- Work instructions -
Every line that contains the word "center" should be copied from the records below.

- Provided records -
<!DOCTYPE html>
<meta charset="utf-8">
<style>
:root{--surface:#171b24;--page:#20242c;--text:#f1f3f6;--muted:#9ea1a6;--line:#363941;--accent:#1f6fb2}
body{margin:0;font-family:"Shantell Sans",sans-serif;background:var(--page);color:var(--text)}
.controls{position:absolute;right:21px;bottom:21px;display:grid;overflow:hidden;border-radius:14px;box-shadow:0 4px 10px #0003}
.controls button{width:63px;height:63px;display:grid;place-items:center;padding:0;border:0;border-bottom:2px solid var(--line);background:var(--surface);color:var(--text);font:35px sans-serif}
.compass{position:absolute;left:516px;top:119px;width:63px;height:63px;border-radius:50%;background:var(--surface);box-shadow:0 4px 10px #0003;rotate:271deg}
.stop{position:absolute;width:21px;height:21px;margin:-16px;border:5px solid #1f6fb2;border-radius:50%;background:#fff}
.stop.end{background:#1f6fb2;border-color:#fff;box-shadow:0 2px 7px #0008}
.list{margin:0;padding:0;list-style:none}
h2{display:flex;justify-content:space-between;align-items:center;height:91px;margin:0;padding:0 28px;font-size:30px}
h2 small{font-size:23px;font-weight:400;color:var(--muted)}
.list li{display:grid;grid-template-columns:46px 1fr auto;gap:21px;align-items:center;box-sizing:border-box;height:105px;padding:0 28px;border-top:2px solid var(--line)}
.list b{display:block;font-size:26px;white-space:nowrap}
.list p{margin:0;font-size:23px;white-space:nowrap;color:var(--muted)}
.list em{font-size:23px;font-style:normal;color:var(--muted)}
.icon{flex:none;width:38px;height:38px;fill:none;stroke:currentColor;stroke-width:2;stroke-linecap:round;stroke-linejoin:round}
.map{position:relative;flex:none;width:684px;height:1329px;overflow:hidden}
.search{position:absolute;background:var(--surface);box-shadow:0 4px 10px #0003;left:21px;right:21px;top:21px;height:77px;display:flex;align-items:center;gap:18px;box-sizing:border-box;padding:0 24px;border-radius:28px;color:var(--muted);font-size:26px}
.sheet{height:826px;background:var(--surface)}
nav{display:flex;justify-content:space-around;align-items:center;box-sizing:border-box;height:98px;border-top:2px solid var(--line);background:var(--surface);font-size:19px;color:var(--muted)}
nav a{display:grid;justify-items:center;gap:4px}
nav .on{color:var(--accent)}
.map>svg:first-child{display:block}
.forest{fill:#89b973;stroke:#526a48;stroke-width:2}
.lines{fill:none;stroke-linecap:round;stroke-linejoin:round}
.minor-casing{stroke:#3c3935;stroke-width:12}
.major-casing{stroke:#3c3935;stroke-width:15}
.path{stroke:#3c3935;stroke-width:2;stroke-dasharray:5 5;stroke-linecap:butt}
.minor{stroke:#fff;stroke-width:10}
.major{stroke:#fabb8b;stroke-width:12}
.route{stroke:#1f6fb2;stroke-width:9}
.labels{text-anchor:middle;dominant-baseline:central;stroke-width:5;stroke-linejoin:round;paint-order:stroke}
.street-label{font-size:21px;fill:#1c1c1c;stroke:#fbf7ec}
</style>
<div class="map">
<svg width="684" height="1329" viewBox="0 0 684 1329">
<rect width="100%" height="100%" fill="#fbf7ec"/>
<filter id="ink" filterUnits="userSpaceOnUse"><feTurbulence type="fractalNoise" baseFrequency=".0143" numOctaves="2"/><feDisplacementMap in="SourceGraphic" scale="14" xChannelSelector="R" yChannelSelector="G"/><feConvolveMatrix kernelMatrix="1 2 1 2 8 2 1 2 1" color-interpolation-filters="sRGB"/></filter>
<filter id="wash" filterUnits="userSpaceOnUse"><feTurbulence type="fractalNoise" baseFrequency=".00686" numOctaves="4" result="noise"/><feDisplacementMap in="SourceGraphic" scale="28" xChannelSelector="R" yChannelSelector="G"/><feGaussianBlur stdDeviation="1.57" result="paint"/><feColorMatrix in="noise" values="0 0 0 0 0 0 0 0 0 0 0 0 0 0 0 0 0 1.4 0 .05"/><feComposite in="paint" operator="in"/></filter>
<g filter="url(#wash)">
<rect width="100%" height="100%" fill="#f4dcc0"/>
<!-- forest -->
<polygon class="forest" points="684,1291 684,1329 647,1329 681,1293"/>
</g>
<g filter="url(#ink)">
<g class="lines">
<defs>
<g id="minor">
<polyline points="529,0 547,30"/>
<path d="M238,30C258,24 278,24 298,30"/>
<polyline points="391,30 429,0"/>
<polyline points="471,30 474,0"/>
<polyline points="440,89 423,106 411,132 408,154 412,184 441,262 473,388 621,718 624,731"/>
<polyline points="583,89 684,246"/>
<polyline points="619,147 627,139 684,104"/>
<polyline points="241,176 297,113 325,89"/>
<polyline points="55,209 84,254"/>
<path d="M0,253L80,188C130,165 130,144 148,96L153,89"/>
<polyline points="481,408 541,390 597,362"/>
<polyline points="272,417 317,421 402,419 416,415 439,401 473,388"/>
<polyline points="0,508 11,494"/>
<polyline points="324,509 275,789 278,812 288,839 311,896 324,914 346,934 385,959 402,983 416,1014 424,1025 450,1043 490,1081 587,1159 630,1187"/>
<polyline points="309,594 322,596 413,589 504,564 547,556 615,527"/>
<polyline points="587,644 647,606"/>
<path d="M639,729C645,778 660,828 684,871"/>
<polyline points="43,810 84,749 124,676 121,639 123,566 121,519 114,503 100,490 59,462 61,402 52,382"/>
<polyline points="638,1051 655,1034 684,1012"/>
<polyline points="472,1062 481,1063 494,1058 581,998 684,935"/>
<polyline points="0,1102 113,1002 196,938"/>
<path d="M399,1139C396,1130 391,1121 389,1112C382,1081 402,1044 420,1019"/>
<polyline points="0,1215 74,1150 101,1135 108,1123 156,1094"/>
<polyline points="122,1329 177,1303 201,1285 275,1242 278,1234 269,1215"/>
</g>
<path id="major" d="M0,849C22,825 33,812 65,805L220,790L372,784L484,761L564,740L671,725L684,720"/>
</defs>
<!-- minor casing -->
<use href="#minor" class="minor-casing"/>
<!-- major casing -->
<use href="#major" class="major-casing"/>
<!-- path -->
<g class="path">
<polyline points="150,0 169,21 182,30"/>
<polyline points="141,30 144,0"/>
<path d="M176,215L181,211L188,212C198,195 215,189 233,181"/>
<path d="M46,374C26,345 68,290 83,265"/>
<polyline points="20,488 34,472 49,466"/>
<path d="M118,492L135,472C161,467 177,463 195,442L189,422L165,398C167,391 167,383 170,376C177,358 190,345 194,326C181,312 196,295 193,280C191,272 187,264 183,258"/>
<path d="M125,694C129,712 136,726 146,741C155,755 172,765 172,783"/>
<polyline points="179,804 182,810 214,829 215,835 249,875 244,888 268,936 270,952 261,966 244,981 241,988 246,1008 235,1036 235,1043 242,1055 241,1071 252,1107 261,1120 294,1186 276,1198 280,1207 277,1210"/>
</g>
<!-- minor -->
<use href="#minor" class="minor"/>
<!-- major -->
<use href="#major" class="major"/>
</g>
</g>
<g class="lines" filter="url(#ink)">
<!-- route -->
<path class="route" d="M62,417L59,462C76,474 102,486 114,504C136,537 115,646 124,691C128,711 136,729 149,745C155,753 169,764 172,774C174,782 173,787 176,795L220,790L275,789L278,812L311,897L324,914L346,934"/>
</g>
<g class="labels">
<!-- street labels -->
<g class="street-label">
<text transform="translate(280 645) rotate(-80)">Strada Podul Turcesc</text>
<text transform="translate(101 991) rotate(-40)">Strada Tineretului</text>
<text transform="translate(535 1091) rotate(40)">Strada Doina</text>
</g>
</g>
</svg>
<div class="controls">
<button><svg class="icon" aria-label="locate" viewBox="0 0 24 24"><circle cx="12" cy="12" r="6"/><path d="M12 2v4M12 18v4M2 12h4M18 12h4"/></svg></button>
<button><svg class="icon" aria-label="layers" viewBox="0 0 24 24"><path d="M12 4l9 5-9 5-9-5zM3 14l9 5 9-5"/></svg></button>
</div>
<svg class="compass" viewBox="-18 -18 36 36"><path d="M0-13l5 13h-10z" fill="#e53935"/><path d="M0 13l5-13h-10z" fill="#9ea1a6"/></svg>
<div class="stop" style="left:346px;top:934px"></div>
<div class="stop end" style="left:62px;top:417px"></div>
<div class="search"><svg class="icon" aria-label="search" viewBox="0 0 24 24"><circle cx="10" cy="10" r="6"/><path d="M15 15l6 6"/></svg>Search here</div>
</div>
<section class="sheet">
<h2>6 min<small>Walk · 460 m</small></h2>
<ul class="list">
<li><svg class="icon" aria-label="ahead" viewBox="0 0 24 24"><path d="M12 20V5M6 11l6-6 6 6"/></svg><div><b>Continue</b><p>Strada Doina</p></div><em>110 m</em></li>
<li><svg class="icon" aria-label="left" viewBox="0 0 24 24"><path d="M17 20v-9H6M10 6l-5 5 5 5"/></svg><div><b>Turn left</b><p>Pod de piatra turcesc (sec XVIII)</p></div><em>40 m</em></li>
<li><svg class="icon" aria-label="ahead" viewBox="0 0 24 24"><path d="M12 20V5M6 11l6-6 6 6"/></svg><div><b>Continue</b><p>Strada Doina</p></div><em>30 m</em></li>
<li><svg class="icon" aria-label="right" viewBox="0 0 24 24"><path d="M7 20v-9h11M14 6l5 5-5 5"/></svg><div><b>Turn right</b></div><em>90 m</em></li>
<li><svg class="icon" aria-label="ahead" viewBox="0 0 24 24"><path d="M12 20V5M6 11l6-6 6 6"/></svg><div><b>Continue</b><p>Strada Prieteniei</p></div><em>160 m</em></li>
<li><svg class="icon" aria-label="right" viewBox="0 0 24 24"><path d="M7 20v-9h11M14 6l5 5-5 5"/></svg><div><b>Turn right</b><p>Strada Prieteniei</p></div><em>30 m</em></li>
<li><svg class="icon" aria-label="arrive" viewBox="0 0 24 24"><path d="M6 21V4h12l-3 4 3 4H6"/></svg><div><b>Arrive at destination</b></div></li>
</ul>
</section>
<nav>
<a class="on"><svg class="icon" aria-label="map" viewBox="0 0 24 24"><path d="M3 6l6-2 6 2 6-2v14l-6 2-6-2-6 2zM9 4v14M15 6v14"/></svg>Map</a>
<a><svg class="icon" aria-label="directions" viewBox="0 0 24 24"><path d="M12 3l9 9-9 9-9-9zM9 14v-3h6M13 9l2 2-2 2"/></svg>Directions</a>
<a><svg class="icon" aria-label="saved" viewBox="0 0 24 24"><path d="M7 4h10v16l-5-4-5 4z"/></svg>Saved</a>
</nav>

- Response -
.controls button{width:63px;height:63px;display:grid;place-items:center;padding:0;border:0;border-bottom:2px solid var(--line);background:var(--surface);color:var(--text);font:35px sans-serif}
h2{display:flex;justify-content:space-between;align-items:center;height:91px;margin:0;padding:0 28px;font-size:30px}
.list li{display:grid;grid-template-columns:46px 1fr auto;gap:21px;align-items:center;box-sizing:border-box;height:105px;padding:0 28px;border-top:2px solid var(--line)}
.search{position:absolute;background:var(--surface);box-shadow:0 4px 10px #0003;left:21px;right:21px;top:21px;height:77px;display:flex;align-items:center;gap:18px;box-sizing:border-box;padding:0 24px;border-radius:28px;color:var(--muted);font-size:26px}
nav{display:flex;justify-content:space-around;align-items:center;box-sizing:border-box;height:98px;border-top:2px solid var(--line);background:var(--surface);font-size:19px;color:var(--muted)}
nav a{display:grid;justify-items:center;gap:4px}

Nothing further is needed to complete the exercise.